Brief comments on two of last semester’s articles

by Alice von Hildebrand

Anthony Dragani deserves to be commended for his article, “A growing thirst for the traditional liturgy,” in Concourse Vol. IV, issue 6. He has highlighted admirably the danger of chronolatry (a word coinded by Jacques Maritain). It is a great illusion to believe that man’s spiritual horizon can be limited to the historical period in which we happen to live. Hand in hand with this, Mr. Dragani has discovered what Plato calls “the golden cord of tradition” and how enriching it is to draw upon its treasures. Whether past or present, let us test all things, and keep what is good.

Concerning Ms. Bratten’s article on the student who was expelled from Thomas Aquinas College for violating its policy against sleeping off campus without permission, it is clear that the young woman was attending the wrong college. If one joins an institution, one tacitly accepts its rules and regulations. Ms. Bratten refers to college students as “adults.” Does she mean “entitled to vote,” or is she referring to spiritual maturity? The word “adult” is ambiguous. Alas, life teaches one that “wisdom does not grow with wisdom teeth” (as Kierkegaard put it). Old people can be very immature while a St. Therese of Lisieux was fully mature at fifteen.

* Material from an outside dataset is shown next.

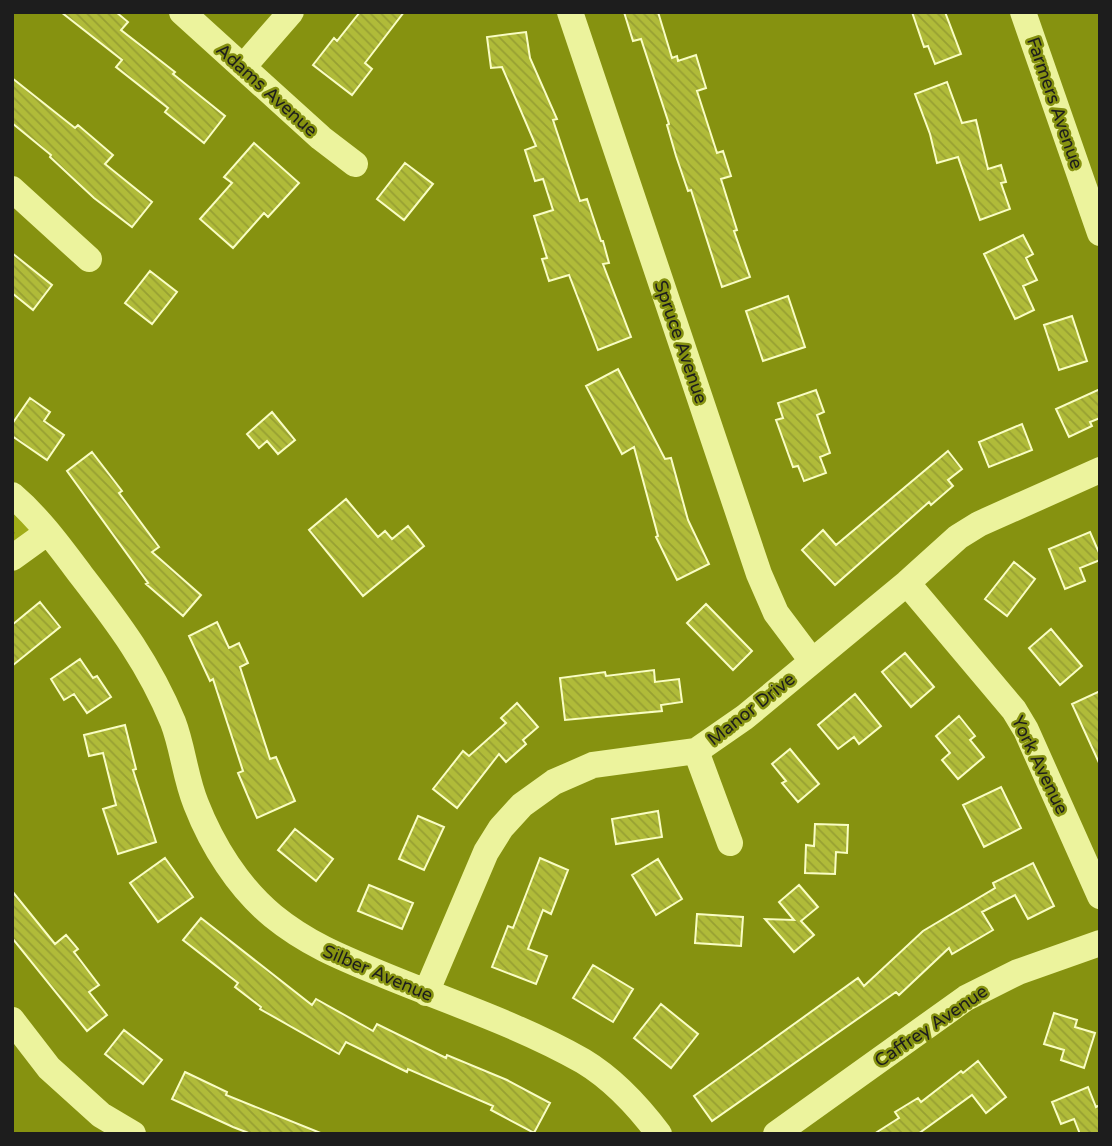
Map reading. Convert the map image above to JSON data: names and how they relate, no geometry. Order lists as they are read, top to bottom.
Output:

As educators, the TAC administrators know that the safest way to avoid sin is not to expose oneself to temptations. That was the golden rule of St. John Bosco’s educational system. All of us can humbly acknowledge that there are sins we have not committed because through the wisdom of our educators or through God’s grace, we have not been exposed to temptations. Those who come very close to the fire should not lament when they are burnt.